Notably, all of the above results were achieved using a unified generation model, trained with only one reward model shared across different task and evaluation dimension, without any task-specific SFT.
5.3 Dynamic Reinforcement Learning
As shown in Alg. 1, our training pipeline typically maintain three models in parallel: a policy model, a reference model, and an EMA variant. This design leads to high memory consumption and increases the engineering complexity of model synchronization. On the other hand, if the reference images are of insufficient quality, the policy model may be trained on overly easy preference pairs, potentially leading to reward hacking and hindering effective learning.
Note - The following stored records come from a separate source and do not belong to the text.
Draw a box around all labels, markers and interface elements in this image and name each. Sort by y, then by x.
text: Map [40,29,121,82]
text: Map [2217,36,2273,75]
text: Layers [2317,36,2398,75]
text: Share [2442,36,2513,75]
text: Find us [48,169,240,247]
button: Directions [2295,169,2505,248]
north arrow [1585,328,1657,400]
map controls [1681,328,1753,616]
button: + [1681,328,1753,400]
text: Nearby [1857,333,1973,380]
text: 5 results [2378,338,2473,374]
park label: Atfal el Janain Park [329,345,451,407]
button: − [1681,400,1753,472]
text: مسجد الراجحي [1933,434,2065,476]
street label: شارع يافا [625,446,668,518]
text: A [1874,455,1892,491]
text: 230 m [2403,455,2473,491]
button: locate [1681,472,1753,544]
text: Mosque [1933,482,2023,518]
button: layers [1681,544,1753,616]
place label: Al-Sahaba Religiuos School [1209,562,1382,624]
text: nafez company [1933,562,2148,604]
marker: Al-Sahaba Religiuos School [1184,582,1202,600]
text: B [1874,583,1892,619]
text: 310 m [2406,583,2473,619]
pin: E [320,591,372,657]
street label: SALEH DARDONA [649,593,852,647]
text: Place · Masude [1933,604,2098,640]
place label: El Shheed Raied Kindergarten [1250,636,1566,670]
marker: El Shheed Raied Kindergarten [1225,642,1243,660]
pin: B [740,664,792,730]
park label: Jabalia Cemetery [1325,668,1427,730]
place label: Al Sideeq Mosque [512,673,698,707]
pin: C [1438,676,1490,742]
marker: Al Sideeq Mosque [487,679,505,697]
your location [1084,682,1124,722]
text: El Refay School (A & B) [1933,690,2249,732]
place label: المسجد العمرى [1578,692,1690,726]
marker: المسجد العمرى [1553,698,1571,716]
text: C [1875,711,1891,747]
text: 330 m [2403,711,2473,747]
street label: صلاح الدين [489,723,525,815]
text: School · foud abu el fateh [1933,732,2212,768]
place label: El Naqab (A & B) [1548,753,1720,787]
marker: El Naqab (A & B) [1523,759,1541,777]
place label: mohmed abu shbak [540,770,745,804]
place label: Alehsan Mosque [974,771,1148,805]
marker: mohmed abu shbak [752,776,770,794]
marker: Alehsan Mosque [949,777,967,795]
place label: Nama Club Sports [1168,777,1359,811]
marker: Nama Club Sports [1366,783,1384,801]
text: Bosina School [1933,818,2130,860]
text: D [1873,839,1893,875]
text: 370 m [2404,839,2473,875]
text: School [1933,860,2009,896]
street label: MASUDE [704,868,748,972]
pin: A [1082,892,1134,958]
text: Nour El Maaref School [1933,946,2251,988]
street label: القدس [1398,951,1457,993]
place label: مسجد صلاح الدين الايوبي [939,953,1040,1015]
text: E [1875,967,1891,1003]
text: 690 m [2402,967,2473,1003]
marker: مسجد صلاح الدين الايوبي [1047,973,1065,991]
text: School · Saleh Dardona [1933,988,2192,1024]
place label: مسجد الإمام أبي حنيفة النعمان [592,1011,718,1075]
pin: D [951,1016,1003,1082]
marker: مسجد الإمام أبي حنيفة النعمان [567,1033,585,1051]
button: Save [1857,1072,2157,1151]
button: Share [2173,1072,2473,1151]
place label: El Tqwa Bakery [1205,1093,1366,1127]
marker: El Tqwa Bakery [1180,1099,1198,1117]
To address these limitations, we propose a dynamic reinforcement learning strategy (Alg. 2), in which the EMA model is directly reused as the reference model. As training progresses, the EMA model gradually improves in generative quality, thereby providing an increasingly strong baseline for policy comparison. This design not only reduces memory overhead by eliminating the need for a separate reference model, but also yields more stable and adaptive reward signals throughout training. A conceptual visualization of the reward computation process is provided in Figure 10, highlighting the difference between the baseline setup and this dynamic design. In the dynamic variant, the reference model is continuously enhanced during training, ensuring that the policy is always compared against a strong and progressively improving baseline. Beyond its simplicity and efficiency, the dynamic framework demonstrates highly competitive performance, as shown in the last row of Fig. 9.
5.4 Qualitative Results
Fig. 8 presents visual comparisons in different situations. We compare Seedream 3.0 Fill with Ideogram, Flux Fill [pro], and Adobe Photoshop using the same input conditions. Based on Flux Fill [dev], we applied both Alg. 1 and Alg. 2 for RL training. Fig. 9 shows a comparison of the resulting models with Flux Fill [dev] and Flux Fill [pro]. It shows that our RL-enhanced model, trained via OneReward, demonstrates superior visual quality compared to the base model and even the closed-source API. We will release the both trained models as part of our open-source contribution.
6 Conclusions
We present OneReward, a unified reward model designed for multi-task, multi-dimensional reinforcement learning of diffusion and flow mathching model. It enables fine-grained supervision across diverse tasks by leveraging VLM as the reward model. Built on OneReward, our develop Seedream 3.0 Fill, which achieves SOTA performance on image fill, image extend, object removal, and text rendering, outperforming both commercial APIs and open-source models on most dimensions. While style consistency remains a relative weakness, we leave it for next optimization through detailed data annotation and post-training refinement. To further support the community, we open-source FLUX Fill [dev][OneReward], an enhanced variant of flux model trained with our RL framework, offering stronger generalization and broader task applicability.